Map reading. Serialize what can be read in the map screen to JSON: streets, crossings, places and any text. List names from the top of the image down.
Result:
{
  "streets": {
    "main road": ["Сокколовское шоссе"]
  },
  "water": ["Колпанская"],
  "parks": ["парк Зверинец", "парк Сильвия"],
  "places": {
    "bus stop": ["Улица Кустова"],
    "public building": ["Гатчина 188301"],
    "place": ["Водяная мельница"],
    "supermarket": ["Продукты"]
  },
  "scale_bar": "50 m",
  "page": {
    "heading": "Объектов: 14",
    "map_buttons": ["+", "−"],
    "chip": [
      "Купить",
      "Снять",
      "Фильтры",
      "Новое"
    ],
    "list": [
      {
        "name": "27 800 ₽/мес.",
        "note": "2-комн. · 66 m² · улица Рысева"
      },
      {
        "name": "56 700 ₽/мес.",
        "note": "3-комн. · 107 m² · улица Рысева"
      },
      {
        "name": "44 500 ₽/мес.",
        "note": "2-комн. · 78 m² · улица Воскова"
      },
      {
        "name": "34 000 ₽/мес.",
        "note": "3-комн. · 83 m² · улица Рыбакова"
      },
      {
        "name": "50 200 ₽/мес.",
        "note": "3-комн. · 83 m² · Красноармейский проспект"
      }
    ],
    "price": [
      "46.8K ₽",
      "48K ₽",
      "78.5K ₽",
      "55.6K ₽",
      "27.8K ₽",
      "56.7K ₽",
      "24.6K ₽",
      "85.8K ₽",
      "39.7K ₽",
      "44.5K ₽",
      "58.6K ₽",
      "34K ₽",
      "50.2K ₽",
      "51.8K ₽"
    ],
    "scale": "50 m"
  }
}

## WHAT IS NEEDED:
However many lines the data holds, return each one exactly.

## PROBLEM SOLUTION:
Map reading. Serialize what can be read in the map screen to JSON: streets, crossings, places and any text. List names from the top of the image down.
Result:
{
  "streets": {
    "main road": ["Сокколовское шоссе"]
  },
  "water": ["Колпанская"],
  "parks": ["парк Зверинец", "парк Сильвия"],
  "places": {
    "bus stop": ["Улица Кустова"],
    "public building": ["Гатчина 188301"],
    "place": ["Водяная мельница"],
    "supermarket": ["Продукты"]
  },
  "scale_bar": "50 m",
  "page": {
    "heading": "Объектов: 14",
    "map_buttons": ["+", "−"],
    "chip": [
      "Купить",
      "Снять",
      "Фильтры",
      "Новое"
    ],
    "list": [
      {
        "name": "27 800 ₽/мес.",
        "note": "2-комн. · 66 m² · улица Рысева"
      },
      {
        "name": "56 700 ₽/мес.",
        "note": "3-комн. · 107 m² · улица Рысева"
      },
      {
        "name": "44 500 ₽/мес.",
        "note": "2-комн. · 78 m² · улица Воскова"
      },
      {
        "name": "34 000 ₽/мес.",
        "note": "3-комн. · 83 m² · улица Рыбакова"
      },
      {
        "name": "50 200 ₽/мес.",
        "note": "3-комн. · 83 m² · Красноармейский проспект"
      }
    ],
    "price": [
      "46.8K ₽",
      "48K ₽",
      "78.5K ₽",
      "55.6K ₽",
      "27.8K ₽",
      "56.7K ₽",
      "24.6K ₽",
      "85.8K ₽",
      "39.7K ₽",
      "44.5K ₽",
      "58.6K ₽",
      "34K ₽",
      "50.2K ₽",
      "51.8K ₽"
    ],
    "scale": "50 m"
  }
}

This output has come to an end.